I have question about solving the norm of a linear operator. I have my own solution that is different from the formal solution. The formal solution is a little difficult compared with my solution. I want to if I have made a mistake, or why does the formal solution take my method?
The problem can be stated as:
Let T be an operator from $L[a,b]$ to $L[a,b]$, $f\in L[a,b]$, define $$(Tf)(x)=\int_{a}^{x}f(t)dt.$$ Proof that the norm of $T$ is $b-a$.
My solution is as following
$\|Tf\|=\int_{a}^{b}|\int_{a}^{x}f(t)dt|dx\le\int_{a}^{b}\int_{a}^{x}|f(t)|dtdx\le\int_{a}^{b}\int_{a}^{b}|f(t)|dtdx=(b-a)\|f\|$. So $\|T\|\le b-a.$ Then we select a function $f_0(t)=\frac{1}{b-a},$ we can achieve $\|T\|\ge b-a$. Therefore, I proof it. So where is my mistake? I'm puzzled. The formal solution to the problem is not like this.
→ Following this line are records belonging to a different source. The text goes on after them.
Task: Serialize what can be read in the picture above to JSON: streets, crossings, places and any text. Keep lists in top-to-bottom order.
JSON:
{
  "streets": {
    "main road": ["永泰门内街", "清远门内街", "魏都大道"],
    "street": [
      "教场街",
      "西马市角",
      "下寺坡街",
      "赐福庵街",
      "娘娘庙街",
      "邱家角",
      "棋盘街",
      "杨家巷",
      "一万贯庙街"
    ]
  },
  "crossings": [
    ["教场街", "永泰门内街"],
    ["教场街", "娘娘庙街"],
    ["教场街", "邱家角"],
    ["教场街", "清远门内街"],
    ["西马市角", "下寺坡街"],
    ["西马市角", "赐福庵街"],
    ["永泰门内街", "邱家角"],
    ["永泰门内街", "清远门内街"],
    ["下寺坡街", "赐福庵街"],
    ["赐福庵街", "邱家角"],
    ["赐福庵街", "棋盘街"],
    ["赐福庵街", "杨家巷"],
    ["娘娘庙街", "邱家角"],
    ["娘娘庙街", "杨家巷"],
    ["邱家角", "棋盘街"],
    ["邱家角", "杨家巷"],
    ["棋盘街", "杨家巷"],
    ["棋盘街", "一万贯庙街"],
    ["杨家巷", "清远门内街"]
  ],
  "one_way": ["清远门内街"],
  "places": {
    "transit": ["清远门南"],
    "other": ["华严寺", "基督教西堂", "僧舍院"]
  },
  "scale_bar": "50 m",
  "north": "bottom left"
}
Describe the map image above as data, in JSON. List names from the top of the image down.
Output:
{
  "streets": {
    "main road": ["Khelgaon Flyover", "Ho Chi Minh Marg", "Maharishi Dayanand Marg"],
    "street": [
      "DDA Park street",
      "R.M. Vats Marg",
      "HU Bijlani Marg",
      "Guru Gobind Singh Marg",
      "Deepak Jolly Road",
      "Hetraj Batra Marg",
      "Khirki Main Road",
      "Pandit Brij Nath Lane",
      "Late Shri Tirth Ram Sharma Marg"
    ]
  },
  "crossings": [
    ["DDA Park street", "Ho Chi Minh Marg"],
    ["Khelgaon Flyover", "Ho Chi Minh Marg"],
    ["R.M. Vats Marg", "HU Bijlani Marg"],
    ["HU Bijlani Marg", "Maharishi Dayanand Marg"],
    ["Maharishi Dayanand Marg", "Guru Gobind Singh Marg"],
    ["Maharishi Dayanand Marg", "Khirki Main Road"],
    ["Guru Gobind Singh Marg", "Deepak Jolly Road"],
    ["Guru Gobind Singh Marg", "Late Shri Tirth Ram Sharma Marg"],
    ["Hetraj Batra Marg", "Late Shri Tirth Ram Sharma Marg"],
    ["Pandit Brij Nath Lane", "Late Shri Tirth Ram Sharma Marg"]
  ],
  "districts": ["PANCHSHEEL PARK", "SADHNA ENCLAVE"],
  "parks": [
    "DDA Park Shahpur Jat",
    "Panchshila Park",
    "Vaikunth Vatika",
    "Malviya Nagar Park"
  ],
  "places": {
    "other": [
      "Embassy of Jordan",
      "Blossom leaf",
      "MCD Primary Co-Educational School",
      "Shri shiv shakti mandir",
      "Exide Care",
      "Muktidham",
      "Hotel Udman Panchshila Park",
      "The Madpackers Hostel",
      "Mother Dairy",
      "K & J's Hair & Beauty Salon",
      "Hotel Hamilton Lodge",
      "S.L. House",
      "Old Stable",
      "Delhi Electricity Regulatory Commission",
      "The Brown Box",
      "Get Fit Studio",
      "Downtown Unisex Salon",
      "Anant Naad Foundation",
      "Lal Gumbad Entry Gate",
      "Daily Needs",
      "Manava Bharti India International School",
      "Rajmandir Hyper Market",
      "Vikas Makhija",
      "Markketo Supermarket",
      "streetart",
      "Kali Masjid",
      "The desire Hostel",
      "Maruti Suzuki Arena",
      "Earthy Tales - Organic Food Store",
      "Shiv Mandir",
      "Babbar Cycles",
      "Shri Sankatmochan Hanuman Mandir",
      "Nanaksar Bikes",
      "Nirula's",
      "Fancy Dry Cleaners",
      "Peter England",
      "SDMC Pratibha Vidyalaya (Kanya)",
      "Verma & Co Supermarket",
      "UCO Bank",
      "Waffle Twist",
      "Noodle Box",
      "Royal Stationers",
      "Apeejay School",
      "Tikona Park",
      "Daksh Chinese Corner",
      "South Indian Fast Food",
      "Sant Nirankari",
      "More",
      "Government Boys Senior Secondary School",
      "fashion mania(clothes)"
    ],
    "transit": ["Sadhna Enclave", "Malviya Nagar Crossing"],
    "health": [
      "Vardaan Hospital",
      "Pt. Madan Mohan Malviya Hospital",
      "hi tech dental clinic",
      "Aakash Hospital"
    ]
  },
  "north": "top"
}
If $f_0(t)=\frac1{b-a}$, then$$\lVert f_0\rVert=\int_a^b\frac1{b-a}\,\mathrm dx=1.$$But$$T(f_0)(x)=\int_a^x\frac1{b-a}\,\mathrm dt=\frac{x-a}{b-a}$$and therefore$$\bigl\lVert T(f_0)\bigr\rVert=\int_a^b\frac{x-a}{b-a}\,\mathrm dx=\frac{b-a}2,$$which is smaller than $b-a$.